** Opening Material shown block **
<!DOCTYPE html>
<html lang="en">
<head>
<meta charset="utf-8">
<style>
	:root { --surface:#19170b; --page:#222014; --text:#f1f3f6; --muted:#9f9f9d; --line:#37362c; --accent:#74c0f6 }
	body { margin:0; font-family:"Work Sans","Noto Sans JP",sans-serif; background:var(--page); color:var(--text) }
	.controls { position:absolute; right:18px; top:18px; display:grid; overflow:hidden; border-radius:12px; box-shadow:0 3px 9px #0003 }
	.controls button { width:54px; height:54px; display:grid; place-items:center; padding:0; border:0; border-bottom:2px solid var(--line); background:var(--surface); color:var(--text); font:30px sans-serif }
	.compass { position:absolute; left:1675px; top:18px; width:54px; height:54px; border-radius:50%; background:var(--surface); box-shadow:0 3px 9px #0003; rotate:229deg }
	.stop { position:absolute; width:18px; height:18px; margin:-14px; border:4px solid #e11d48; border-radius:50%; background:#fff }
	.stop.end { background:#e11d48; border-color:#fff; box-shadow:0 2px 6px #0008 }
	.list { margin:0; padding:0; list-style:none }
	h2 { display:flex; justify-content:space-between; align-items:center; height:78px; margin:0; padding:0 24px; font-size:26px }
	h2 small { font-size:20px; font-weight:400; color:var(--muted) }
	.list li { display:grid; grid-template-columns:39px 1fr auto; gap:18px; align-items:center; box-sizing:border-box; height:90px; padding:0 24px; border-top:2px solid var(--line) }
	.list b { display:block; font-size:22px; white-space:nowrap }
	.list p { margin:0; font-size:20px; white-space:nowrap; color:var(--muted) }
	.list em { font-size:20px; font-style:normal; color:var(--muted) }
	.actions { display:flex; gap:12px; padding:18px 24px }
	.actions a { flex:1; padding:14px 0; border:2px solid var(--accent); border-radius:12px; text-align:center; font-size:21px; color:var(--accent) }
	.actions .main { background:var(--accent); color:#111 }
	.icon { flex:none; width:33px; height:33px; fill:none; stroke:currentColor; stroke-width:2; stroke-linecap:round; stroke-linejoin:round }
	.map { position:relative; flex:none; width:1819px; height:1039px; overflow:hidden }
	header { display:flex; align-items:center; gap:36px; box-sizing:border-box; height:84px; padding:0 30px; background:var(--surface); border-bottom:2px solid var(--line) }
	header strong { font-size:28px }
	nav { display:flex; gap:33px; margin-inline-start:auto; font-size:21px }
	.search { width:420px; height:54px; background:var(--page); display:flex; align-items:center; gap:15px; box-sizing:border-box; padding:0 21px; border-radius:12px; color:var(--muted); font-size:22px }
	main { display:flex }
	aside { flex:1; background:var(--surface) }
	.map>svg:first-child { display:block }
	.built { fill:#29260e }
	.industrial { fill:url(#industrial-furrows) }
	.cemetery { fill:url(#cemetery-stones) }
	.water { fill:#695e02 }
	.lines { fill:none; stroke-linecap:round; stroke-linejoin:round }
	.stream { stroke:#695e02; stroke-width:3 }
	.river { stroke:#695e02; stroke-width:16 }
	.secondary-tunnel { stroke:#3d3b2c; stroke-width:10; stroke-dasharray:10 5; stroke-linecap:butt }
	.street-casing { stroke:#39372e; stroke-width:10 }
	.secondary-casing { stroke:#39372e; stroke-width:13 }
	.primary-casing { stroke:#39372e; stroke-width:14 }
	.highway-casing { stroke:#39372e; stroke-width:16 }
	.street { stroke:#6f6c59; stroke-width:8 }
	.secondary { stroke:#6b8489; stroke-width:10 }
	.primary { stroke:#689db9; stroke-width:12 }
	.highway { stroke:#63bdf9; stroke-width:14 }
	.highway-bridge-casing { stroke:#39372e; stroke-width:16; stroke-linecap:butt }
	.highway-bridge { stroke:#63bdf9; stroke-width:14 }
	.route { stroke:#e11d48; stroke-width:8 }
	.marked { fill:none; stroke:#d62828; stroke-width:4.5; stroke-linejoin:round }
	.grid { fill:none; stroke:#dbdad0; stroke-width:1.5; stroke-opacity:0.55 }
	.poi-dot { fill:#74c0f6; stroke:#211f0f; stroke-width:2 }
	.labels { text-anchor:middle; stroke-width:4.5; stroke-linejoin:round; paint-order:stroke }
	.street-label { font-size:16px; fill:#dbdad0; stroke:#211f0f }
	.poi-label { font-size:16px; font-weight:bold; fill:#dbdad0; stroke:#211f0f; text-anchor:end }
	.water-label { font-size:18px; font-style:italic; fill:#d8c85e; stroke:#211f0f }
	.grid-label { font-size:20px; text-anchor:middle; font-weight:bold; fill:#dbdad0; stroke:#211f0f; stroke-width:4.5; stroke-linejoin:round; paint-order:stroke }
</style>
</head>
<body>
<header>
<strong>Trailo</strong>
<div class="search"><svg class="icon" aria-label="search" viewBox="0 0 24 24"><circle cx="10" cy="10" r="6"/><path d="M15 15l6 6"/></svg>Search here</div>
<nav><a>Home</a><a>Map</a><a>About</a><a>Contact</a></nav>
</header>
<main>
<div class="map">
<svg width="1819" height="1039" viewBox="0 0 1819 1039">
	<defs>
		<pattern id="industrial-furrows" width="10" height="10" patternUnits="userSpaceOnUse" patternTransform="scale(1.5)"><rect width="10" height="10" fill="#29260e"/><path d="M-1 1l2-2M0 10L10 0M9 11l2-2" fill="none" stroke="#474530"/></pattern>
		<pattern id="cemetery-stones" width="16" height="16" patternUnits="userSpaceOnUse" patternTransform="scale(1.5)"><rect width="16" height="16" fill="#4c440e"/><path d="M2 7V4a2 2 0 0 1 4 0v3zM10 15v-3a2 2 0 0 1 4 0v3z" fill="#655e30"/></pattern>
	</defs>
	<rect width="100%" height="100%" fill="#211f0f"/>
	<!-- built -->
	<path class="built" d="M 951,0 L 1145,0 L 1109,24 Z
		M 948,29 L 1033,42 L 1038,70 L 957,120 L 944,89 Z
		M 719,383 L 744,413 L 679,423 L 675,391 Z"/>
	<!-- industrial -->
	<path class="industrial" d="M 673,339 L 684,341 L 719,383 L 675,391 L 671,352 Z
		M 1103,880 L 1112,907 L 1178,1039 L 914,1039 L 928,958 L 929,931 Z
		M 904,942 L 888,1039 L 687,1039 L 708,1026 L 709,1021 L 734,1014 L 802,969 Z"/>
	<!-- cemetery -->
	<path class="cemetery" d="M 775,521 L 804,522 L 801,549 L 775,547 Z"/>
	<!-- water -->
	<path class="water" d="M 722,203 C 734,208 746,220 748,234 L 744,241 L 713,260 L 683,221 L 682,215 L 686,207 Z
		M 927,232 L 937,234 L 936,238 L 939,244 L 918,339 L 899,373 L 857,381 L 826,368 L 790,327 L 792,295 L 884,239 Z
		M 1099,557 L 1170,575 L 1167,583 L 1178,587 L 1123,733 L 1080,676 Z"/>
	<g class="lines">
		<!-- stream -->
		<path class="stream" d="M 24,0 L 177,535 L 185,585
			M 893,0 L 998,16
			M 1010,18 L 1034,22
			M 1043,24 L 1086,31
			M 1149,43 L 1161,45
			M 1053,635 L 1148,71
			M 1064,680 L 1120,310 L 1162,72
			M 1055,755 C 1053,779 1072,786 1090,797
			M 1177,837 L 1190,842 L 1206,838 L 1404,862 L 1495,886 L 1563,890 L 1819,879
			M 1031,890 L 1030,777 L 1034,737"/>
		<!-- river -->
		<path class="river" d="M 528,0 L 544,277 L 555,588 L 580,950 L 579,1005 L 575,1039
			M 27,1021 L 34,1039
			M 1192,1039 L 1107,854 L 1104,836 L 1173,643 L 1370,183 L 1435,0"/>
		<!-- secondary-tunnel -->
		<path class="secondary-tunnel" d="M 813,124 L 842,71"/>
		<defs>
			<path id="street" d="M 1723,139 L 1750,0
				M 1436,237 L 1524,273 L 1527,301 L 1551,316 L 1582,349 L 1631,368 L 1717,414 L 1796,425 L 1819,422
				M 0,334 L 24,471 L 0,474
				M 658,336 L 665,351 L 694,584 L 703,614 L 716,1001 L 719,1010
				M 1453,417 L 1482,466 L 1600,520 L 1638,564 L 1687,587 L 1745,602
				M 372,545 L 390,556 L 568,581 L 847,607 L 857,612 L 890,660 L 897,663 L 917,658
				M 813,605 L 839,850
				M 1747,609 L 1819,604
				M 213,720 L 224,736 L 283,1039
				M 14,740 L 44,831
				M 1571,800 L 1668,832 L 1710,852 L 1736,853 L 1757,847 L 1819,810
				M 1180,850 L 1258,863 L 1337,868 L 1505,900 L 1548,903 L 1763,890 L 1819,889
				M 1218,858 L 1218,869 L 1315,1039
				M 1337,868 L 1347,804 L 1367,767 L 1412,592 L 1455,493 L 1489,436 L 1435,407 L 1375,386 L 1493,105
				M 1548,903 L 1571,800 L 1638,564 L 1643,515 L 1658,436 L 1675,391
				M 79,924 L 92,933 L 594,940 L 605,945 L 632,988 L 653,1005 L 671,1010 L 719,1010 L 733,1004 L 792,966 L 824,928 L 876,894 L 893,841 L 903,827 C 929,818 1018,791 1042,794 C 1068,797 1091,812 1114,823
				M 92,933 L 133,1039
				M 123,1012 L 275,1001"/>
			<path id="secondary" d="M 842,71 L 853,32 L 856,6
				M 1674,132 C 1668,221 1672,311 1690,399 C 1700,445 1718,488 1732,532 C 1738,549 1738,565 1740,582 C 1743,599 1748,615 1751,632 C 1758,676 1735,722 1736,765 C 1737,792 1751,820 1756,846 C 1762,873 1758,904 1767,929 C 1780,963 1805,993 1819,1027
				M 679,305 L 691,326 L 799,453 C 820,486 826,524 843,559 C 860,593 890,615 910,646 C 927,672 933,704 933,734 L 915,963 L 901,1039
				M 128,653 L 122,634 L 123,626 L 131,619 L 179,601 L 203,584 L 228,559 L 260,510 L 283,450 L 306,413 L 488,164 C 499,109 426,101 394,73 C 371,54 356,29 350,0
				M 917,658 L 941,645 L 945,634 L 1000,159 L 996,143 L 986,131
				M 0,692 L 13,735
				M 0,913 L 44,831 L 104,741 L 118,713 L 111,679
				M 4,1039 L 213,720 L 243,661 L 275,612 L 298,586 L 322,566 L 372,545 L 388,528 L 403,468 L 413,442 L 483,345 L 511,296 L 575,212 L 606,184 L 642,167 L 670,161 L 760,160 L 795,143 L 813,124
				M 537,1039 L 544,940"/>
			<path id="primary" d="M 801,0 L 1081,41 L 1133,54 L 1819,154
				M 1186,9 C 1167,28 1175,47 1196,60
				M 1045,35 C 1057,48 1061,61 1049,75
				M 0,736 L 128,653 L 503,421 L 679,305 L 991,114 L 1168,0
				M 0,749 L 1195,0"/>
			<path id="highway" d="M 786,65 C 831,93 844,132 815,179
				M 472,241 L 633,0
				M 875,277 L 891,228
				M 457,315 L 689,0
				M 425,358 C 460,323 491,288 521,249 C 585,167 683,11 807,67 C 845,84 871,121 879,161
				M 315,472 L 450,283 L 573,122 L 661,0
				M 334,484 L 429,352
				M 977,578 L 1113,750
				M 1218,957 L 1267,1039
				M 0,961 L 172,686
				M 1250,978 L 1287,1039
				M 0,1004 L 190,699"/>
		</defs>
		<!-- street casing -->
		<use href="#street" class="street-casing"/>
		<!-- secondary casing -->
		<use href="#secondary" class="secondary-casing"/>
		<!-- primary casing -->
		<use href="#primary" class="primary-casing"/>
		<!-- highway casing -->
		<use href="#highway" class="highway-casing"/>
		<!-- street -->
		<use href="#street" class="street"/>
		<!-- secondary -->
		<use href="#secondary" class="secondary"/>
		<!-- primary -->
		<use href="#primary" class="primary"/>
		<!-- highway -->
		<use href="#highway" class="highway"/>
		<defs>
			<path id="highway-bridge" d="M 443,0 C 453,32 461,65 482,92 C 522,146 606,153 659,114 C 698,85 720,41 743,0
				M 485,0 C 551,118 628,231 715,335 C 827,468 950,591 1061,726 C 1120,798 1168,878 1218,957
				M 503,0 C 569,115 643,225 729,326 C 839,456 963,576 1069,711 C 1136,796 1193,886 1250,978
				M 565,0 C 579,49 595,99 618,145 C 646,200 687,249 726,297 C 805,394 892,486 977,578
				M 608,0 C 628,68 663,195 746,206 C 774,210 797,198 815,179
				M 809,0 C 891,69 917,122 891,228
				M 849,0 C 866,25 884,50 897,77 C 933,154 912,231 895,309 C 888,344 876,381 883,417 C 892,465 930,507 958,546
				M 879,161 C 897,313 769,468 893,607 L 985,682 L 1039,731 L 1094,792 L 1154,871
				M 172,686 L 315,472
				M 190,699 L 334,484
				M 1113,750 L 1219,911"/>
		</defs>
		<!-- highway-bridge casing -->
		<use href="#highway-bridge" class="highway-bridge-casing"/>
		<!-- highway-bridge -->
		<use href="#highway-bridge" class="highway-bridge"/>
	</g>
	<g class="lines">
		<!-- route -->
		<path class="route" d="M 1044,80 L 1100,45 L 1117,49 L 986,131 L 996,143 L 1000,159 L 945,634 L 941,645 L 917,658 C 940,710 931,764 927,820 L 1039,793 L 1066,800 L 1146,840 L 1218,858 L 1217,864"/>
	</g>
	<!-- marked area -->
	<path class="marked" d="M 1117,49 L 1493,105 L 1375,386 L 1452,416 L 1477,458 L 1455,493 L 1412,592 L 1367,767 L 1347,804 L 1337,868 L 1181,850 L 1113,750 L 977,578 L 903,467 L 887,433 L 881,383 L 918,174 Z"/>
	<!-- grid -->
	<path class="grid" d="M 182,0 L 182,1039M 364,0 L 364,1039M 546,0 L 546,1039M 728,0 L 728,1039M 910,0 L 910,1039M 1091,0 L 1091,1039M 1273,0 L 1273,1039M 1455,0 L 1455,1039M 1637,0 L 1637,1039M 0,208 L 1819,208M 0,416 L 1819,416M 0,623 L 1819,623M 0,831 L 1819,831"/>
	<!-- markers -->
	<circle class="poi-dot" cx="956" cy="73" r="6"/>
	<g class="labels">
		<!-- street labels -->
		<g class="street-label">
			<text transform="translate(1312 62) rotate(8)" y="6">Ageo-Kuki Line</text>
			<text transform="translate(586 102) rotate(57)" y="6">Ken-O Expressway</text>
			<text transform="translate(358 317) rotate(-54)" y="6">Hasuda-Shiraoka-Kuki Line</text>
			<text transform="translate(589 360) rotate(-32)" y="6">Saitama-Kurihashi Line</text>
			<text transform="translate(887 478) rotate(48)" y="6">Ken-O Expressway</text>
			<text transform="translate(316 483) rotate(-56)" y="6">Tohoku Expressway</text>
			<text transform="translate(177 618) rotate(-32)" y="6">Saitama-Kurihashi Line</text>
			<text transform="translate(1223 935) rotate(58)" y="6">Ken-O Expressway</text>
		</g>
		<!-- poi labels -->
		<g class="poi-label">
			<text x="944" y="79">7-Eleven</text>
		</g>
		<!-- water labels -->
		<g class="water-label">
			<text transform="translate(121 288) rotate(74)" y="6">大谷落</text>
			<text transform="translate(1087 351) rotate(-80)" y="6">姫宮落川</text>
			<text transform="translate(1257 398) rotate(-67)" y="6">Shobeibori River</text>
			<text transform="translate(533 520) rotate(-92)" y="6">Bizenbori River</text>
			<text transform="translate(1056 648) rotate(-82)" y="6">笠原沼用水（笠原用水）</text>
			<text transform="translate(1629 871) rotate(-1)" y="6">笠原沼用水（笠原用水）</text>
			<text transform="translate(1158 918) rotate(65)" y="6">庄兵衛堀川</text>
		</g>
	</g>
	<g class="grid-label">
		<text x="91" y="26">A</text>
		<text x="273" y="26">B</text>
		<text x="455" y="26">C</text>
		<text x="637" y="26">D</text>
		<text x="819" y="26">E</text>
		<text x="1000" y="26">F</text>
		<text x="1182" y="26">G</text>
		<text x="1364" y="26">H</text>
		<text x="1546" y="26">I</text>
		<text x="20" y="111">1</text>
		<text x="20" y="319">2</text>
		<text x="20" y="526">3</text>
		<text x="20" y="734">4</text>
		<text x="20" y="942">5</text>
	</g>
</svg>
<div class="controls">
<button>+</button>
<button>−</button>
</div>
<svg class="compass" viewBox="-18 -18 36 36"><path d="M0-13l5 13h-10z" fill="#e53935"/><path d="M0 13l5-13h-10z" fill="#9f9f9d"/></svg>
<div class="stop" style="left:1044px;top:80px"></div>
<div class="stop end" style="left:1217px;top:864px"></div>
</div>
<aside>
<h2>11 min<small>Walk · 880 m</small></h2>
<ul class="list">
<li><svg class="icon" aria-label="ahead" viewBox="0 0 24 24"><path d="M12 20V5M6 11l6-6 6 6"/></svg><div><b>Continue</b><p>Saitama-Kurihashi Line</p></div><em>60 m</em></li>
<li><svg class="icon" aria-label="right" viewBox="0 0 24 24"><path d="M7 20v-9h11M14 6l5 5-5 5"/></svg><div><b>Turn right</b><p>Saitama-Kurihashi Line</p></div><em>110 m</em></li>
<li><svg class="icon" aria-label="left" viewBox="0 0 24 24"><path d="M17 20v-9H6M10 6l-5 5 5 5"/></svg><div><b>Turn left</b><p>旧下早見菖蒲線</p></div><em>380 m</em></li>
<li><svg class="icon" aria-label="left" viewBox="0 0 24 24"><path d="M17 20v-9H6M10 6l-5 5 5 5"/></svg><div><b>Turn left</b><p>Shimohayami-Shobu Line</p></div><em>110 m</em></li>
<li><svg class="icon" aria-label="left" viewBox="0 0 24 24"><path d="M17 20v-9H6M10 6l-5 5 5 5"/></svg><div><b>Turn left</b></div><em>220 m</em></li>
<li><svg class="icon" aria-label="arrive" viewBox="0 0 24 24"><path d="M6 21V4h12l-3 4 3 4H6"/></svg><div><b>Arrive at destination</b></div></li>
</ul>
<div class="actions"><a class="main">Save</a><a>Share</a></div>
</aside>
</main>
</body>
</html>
** Closing Material shown block **
Give the number of lines in the data above that include the word "white", with no other words.

2